I've been thinking about holiness of late. I guess I've always thought of it as some characteristic of God that inevitably and rightfully separated me from God. I imagined this chasm between the Creator of the Universe and me. I felt like I couldn't be very intimate with God because He was so holy, and I was so... not. 

But as I started studying holiness and reading about how people in the Bible acted when they encountered God's holiness, my perspective changed. No one ever sees God's holiness and walks away the same. 
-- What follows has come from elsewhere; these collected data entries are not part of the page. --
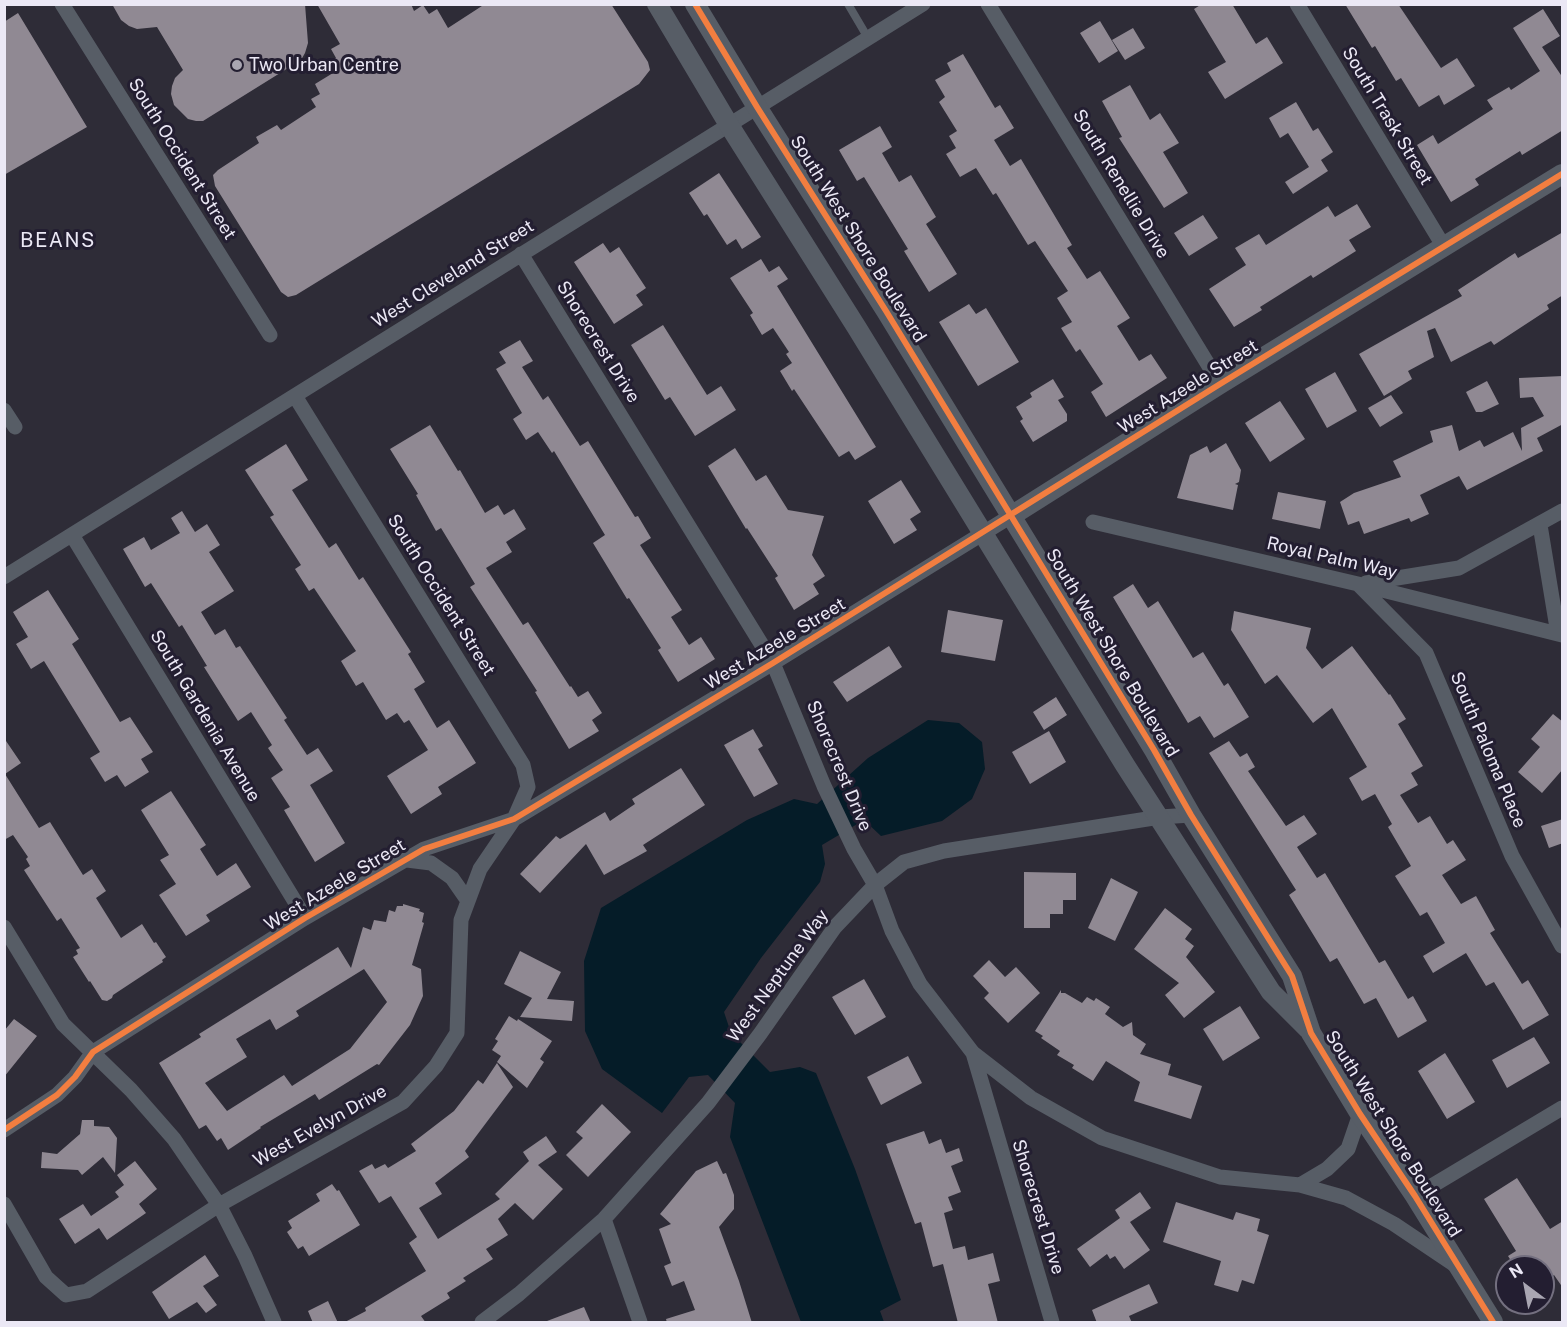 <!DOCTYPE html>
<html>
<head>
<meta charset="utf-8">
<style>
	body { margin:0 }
	#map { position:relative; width:1567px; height:1327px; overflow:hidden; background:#2e2c37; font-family:"Public Sans",sans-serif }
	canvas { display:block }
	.frame { position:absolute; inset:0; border:6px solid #ebe8f5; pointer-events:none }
	.north { position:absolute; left:1495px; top:1255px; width:60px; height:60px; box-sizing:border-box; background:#231e31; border:2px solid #736f7f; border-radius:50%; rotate:328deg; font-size:16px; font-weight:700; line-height:24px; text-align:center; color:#ebe8f5 }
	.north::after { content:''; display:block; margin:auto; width:21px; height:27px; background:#a9a6b2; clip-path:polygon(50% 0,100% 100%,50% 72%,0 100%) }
</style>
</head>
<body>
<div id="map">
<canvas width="1567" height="1327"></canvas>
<div class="frame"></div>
<div class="north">N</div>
</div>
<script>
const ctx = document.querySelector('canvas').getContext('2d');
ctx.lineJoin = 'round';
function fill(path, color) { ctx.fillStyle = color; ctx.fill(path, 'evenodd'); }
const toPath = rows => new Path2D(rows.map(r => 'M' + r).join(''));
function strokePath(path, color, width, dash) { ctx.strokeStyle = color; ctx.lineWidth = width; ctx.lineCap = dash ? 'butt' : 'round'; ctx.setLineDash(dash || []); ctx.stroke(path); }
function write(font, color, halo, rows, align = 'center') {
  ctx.font = font + ' "Public Sans",sans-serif'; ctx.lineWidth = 6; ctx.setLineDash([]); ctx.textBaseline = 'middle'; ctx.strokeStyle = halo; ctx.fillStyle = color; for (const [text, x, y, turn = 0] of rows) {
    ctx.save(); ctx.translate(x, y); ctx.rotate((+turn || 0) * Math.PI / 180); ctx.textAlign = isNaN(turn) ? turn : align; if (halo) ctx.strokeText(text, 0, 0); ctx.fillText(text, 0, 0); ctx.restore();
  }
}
const water = toPath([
	[928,720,959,723,982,742,985,769,972,799,942,821,881,836,864,820,822,845,825,864,820,882,761,958,724,1012,731,1033,770,1072,800,1067,816,1073,855,1169,901,1300,880,1311,884,1322,801,1322,730,1137,735,1103,708,1075,689,1077,662,1113,602,1069,585,1031,584,961,601,908,747,820,794,799,817,804,868,758]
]);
const building = toPath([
	[112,4,305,4,308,43,305,53,301,60,203,121,196,121,188,119,174,105,171,94,172,86,175,78,183,70,157,27,137,29,129,26,121,20],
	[317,4,411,4,414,11,423,5,429,14,437,9,448,28,485,4,611,4,648,62,650,70,639,84,296,295,288,297,281,292,215,186,213,175,218,170,259,143,256,137,277,125,281,130,316,107,311,99,320,94,315,84,333,73,327,64,336,58,331,49,340,44],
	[1202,4,1232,4,1256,44,1267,37,1283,63,1225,99,1208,72,1226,62,1194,9],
	[1345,4,1398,4,1441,68,1457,58,1475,86,1444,105,1439,95,1419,107,1401,78,1396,81,1375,46,1372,48],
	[1543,9,1560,36,1542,47,1563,78,1563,130,1522,155,1520,151,1475,179,1479,185,1451,202,1417,145,1433,135,1438,144,1493,109,1487,100,1509,87,1511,90,1540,71,1513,28],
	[18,13,87,127,4,175,4,22],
	[1100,21,1118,51,1099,63,1080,33],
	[1133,28,1145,48,1125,60,1112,40],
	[963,54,995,108,1000,105,1014,128,994,140,1010,166,1021,159,1072,245,1067,248,1087,279,1100,271,1130,318,1117,326,1139,361,1151,354,1167,378,1106,417,1091,392,1103,384,1080,349,1076,352,1061,328,1072,322,1057,298,1068,291,1035,241,1028,245,996,193,993,195,976,168,960,177,946,154,956,148,949,136,957,131,939,102,945,97,935,80,951,71,947,63],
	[1130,85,1150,120,1160,113,1179,143,1163,152,1188,193,1164,208,1119,138,1122,137,1102,101],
	[1296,102,1313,131,1318,128,1333,152,1321,160,1328,171,1293,194,1285,182,1309,167,1288,133,1280,138,1269,118],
	[880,126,892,147,882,153,899,182,911,175,936,217,926,224,957,274,929,292,904,251,908,249,864,177,857,181,839,150],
	[719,173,761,237,742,249,736,239,727,245,707,214,704,216,689,193],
	[1357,204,1371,227,1349,240,1356,251,1313,278,1311,275,1260,307,1262,310,1234,327,1209,289,1246,265,1235,248,1259,234,1266,245,1328,206,1335,217],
	[1203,215,1218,238,1189,256,1174,233],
	[1563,232,1563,295,1547,305,1549,309,1494,345,1491,341,1451,362,1435,328,1427,331,1434,357,1408,371,1412,379,1384,396,1359,354,1462,296,1458,290,1515,253,1518,258],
	[603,243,610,253,619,247,646,288,636,295,643,305,614,324,574,262],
	[761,259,769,272,779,266,788,279,777,286,876,447,855,460,849,451,839,457,794,389,792,391,780,371,792,363,786,354,789,352,773,328,762,335,750,315,753,313,730,278],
	[969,304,976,314,986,308,1019,362,978,386,939,322],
	[663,325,707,395,721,386,736,410,695,436,670,397,665,400,631,345],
	[520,340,533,361,522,367,543,400,548,396,580,446,588,441,635,517,638,516,651,538,640,545,682,610,671,617,689,645,701,637,715,659,678,682,658,650,661,648,629,598,627,599,593,543,605,535,554,451,552,453,538,432,526,440,513,419,522,413,496,369,506,363,499,352],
	[1335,372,1357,411,1327,428,1305,389],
	[1563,376,1563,424,1537,438,1543,451,1467,490,1459,476,1420,495,1429,514,1411,522,1409,518,1364,534,1359,521,1348,525,1340,502,1354,493,1401,477,1393,461,1433,442,1430,431,1452,425,1459,451,1480,440,1484,447,1513,432,1522,451,1521,428,1544,416,1533,397,1520,398,1519,378],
	[1053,379,1064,397,1058,400,1067,414,1067,421,1033,442,1020,421,1023,419,1016,407,1032,397,1030,393],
	[1487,381,1499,404,1482,412,1476,412,1466,392],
	[1391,395,1403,413,1380,427,1368,408],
	[1280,401,1305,439,1270,462,1245,423],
	[430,425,458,471,460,470,485,513,498,505,504,515,514,509,526,529,506,542,512,552,486,568,523,625,528,622,570,687,571,686,578,697,588,691,602,713,592,720,599,731,569,749,535,692,537,691,470,587,475,584,441,528,436,531,416,495,418,494,390,449],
	[1226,443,1241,470,1239,482,1235,484,1238,485,1233,510,1177,498,1190,455,1207,446,1210,453],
	[286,444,308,480,292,490,329,548,336,543,359,580,363,577,411,652,408,654,425,682,414,689,437,728,449,720,476,763,438,787,442,794,411,814,387,776,428,750,409,720,404,723,397,713,386,720,363,682,356,686,341,661,356,651,314,588,309,591,295,569,301,565,270,517,274,515,245,470],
	[735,448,756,481,766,475,788,510,824,516,812,555,825,576,813,584,819,594,794,610,775,578,778,576,747,528,746,529,708,466],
	[901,480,921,512,910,519,917,530,894,544,868,501],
	[1278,492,1326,501,1320,529,1272,519],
	[182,511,195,532,207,524,220,545,209,552,234,591,201,612,215,635,225,629,236,648,240,646,287,718,284,720,307,755,318,748,333,771,310,785,345,843,315,862,284,810,290,807,271,778,283,770,268,748,272,745,251,712,238,721,204,667,207,666,182,625,179,627,151,583,145,587,123,549,144,537,151,550,180,533,171,518],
	[1133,584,1148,608,1158,601,1193,658,1203,652,1224,686,1228,683,1249,717,1214,738,1200,716,1188,723,1113,597],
	[48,590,79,639,72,644,120,722,130,717,153,752,141,759,149,772,125,787,117,775,105,782,90,758,100,752,44,661,31,669,16,644,28,637,13,612],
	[948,610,1003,620,995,661,941,652],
	[1234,611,1311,628,1306,648,1322,669,1352,646,1389,695,1390,694,1406,719,1398,724,1423,766,1411,773,1418,785,1400,795,1418,823,1430,816,1447,844,1453,840,1466,860,1442,875,1461,904,1476,896,1495,930,1490,933,1522,984,1528,980,1549,1015,1523,1030,1494,982,1486,986,1466,953,1433,973,1423,956,1445,943,1427,912,1420,916,1395,876,1411,866,1388,827,1392,824,1375,794,1362,801,1349,778,1367,767,1332,708,1313,723,1277,675,1265,684,1231,630],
	[889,646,902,667,847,702,833,682],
	[1056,697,1067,715,1044,730,1033,712],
	[1553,714,1563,722,1563,769,1542,793,1518,772,1540,747,1531,739],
	[753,729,763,746,758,749,778,784,754,797,724,745],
	[1049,731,1066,762,1030,784,1012,752],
	[4,738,21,763,5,774,39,828,50,822,83,875,92,869,106,891,96,898,121,938,142,924,154,943,156,942,166,957,162,960,163,962,113,995,112,998,107,1001,102,1000,90,981,89,982,73,957,78,954,76,950,80,948,61,918,57,921,24,870,30,866,26,859,28,857,13,835,4,840],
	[1229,741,1240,757,1247,753,1255,767,1248,771,1286,826,1304,815,1317,834,1297,847,1317,878,1325,873,1379,963,1385,960,1408,999,1413,996,1427,1021,1398,1038,1376,998,1364,1004,1337,958,1330,962,1289,895,1296,890,1209,753],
	[681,768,705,805,643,845,647,851,604,875,586,844,540,893,520,874,556,836,560,839,605,812,610,821,635,804,632,799],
	[171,791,206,845,200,849,217,876,236,863,251,887,206,915,210,921,186,936,159,895,176,884,160,860,169,855,141,810],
	[1563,819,1563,843,1549,848,1541,826],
	[1024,872,1076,873,1076,900,1063,900,1063,914,1050,914,1050,928,1024,928],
	[1111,878,1138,892,1115,941,1088,928],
	[403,904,420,909,419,911,424,913,422,922,424,923,412,965,421,969,423,996,410,1025,379,1065,377,1064,319,1100,315,1094,260,1127,261,1128,228,1150,221,1138,217,1141,206,1125,199,1129,159,1063,201,1037,199,1034,338,947,351,968,363,927,371,930,374,920,386,922,389,910,395,912,397,906,403,906],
	[364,969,387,1002,350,1049,292,1086,284,1075,227,1111,205,1083,247,1057,236,1039,270,1019,276,1030,299,1016,296,1011],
	[1165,908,1192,929,1185,939,1194,946,1186,957,1215,992,1184,1018,1165,995,1179,983,1134,949],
	[520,951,561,972,547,999,574,1001,572,1021,520,1017,532,998,504,984],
	[989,960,1005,977,1016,967,1040,993,1008,1023,984,998,989,993,973,976],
	[864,979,886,1017,855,1035,832,997],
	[1061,990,1061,993,1065,993,1082,1003,1087,997,1094,1001,1096,998,1110,1007,1105,1014,1123,1027,1132,1022,1133,1035,1146,1044,1140,1054,1171,1064,1168,1075,1202,1086,1191,1119,1134,1101,1140,1082,1106,1061,1093,1081,1072,1068,1074,1065,1057,1055,1060,1051,1041,1038,1043,1036,1035,1031],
	[1240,1006,1260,1038,1223,1061,1203,1029],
	[509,1016,517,1021,518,1019,552,1041,540,1059,544,1062,527,1088,497,1062,501,1056,492,1050,498,1041,495,1039],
	[14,1019,37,1036,4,1077,4,1031],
	[1534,1037,1550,1063,1507,1088,1492,1060],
	[1445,1053,1475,1102,1447,1119,1418,1071],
	[908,1056,922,1083,881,1105,867,1077],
	[497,1063,513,1087,465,1151,469,1157,435,1183,442,1194,419,1208,438,1239,500,1199,495,1194,529,1161,523,1152,546,1136,557,1152,538,1165,563,1189,533,1220,515,1203,498,1219,508,1235,486,1249,493,1259,463,1278,466,1281,447,1293,450,1298,421,1316,426,1323,343,1323,366,1311,365,1308,426,1271,409,1243,417,1237,391,1196,379,1203,359,1171,372,1164,375,1169,385,1164,388,1168,416,1151,411,1144,454,1111,478,1080,483,1084],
	[602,1104,631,1132,588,1177,566,1155,583,1138,576,1132],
	[82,1120,94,1120,94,1126,109,1127,117,1138,115,1173,103,1157,82,1175,78,1170,41,1168,42,1152,57,1154,80,1134],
	[924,1131,929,1144,941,1139,946,1153,959,1148,963,1161,951,1166,961,1192,948,1197,953,1210,944,1213,953,1249,965,1246,968,1260,993,1253,1000,1281,988,1284,998,1323,958,1323,943,1264,933,1267,921,1222,915,1224,886,1144],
	[135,1161,157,1189,139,1204,146,1213,107,1240,99,1228,75,1244,59,1219,83,1204,91,1216,119,1197,115,1192,124,1185,117,1175],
	[717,1161,723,1174,726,1173,734,1195,734,1209,719,1227,739,1281,752,1323,667,1323,666,1319,695,1310,684,1281,672,1286,664,1266,671,1263,659,1229,671,1224,660,1214,696,1171],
	[1517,1178,1550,1229,1563,1221,1563,1288,1554,1275,1543,1282,1543,1267,1515,1267,1508,1256,1516,1251,1484,1199],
	[332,1184,337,1191,339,1190,360,1225,309,1256,303,1246,298,1249,287,1232,292,1228,288,1221,320,1201,316,1194],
	[1140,1192,1151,1208,1130,1222,1150,1250,1124,1269,1115,1256,1110,1259,1107,1254,1090,1267,1077,1249,1120,1218,1115,1210],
	[1176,1202,1233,1220,1236,1212,1260,1219,1257,1231,1269,1235,1254,1284,1242,1280,1238,1292,1214,1285,1221,1261,1163,1242],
	[205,1255,219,1276,203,1286,217,1305,206,1313,197,1302,169,1319,152,1292],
	[1149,1284,1158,1303,1129,1316,1132,1323,1097,1323,1092,1310],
	[328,1301,338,1323,313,1323,308,1311],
	[584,1307,591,1323,547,1323,547,1321]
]);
const service = toPath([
	[848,4,868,38]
]);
const minor = toPath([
	[62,4,270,335],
	[988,4,1220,384],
	[1297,4,1444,247],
	[521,254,773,663,824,786,854,849,875,885,892,931,920,984,973,1053,1052,1322],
	[4,410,15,427],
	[1093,522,1358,584,1562,635],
	[1540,525,1558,634],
	[72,535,305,918],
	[4,577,923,4],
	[1366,583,1459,568,1562,511],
	[1358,584,1426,653,1512,856,1562,946],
	[407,860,431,863,452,878,468,901],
	[4,927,63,1024,131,1090,174,1139,219,1205,245,1256,274,1322],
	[973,1053,1031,1098,1102,1138,1220,1177,1300,1185,1346,1198,1394,1224,1458,1267],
	[4,1130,57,1095,75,1077,93,1052,305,918,424,849,514,819,773,663,1011,516],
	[1300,1185,1327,1169,1348,1149,1360,1114],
	[1415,1196,1562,1108],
	[4,1204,46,1277,66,1295,87,1291,219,1205,403,1102,436,1066,457,1033,461,920,480,869,514,819,528,787,523,765,295,396],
	[604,1219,640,1322],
	[482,1322,519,1294,604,1219,708,1103,760,1034,835,927,875,885,904,862,944,851,1160,817,1191,815]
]);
const tertiary = toPath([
	[657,4,729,125,857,328,1125,765,1271,992,1308,1029],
	[695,4,757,107,886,311,1154,750,1191,815,1292,976,1311,1033,1360,1114,1415,1196,1493,1322],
	[1011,516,1220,384,1562,174]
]);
const cycleway = toPath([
	[695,4,757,107,886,311,1154,750,1191,815,1292,976,1311,1033,1360,1114,1415,1196,1493,1322],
	[4,1130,57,1095,75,1077,93,1052,305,918,424,849,514,819,773,663,1220,384,1562,174]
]);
const markers = [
	[237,65,6,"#a9a6b2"]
];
const poiNames = [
	["Two Urban Centre",249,65]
];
const streetNames = [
	["South Trask Street",1387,116,59],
	["South Occident Street",182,159,58],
	["South Renellie Drive",1121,184,59],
	["South West Shore Boulevard",858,239,58],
	["West Cleveland Street",453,274,-32],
	["Shorecrest Drive",598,342,58],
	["West Azeele Street",1188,387,-32],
	["Royal Palm Way",1332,558,13],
	["South Occident Street",441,595,58],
	["West Azeele Street",775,644,-31],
	["South West Shore Boulevard",1112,653,59],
	["South Gardenia Avenue",205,716,59],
	["South Paloma Place",1488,750,67],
	["Shorecrest Drive",839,766,67],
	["West Azeele Street",335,885,-31],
	["West Neptune Way",778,976,-54],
	["West Evelyn Drive",320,1126,-29],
	["South West Shore Boulevard",1393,1134,58],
	["Shorecrest Drive",1038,1207,73]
];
const neighbourhoodNames = [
	["BEANS",58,241]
];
fill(water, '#051c28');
fill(building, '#908993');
strokePath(service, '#575d66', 8);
strokePath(minor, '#575d66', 15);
strokePath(tertiary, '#575d66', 20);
strokePath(cycleway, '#f27e40', 6);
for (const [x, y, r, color] of markers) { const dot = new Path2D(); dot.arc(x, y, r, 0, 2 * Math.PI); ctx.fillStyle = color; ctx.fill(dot); strokePath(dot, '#231e31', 2); }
write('18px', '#ebe8f5', '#231e31', poiNames, 'left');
write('18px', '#ebe8f5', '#231e31', streetNames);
ctx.letterSpacing = '1.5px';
write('20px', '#ebe8f5', '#231e31', neighbourhoodNames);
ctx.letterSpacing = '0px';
</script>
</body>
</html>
Take Isaiah (the prophet and the OT book). In Chapter 6, he encounters God and is immediately undone, crying "Woe to me! I am ruined. For I am a man of unclean lips, and I live among a people of unclean lips, and my eyes have seen the King, the Lord Almighty." Even being in God's presence undoes Isaiah. He's freaking out. Once he is cleansed by the seraph, though, he doesn't just walk away, but he also doesn't just sit and bask in God's holiness. He responds to the encounter. My (very limited, mind you) understanding of holiness seems to be that holiness necessitates, if not demands, a response. Isaiah willingly offers to be sent by God after his encounter with God's holiness. Moses reacts in much the same way. 

Holiness is less about creating a massive gap between God and me, and more about me acknowledging (as Isaiah did, e.g.) the extent of God's holiness and just how short I fall of that standard, and then responding to His holiness with a willingness to be used.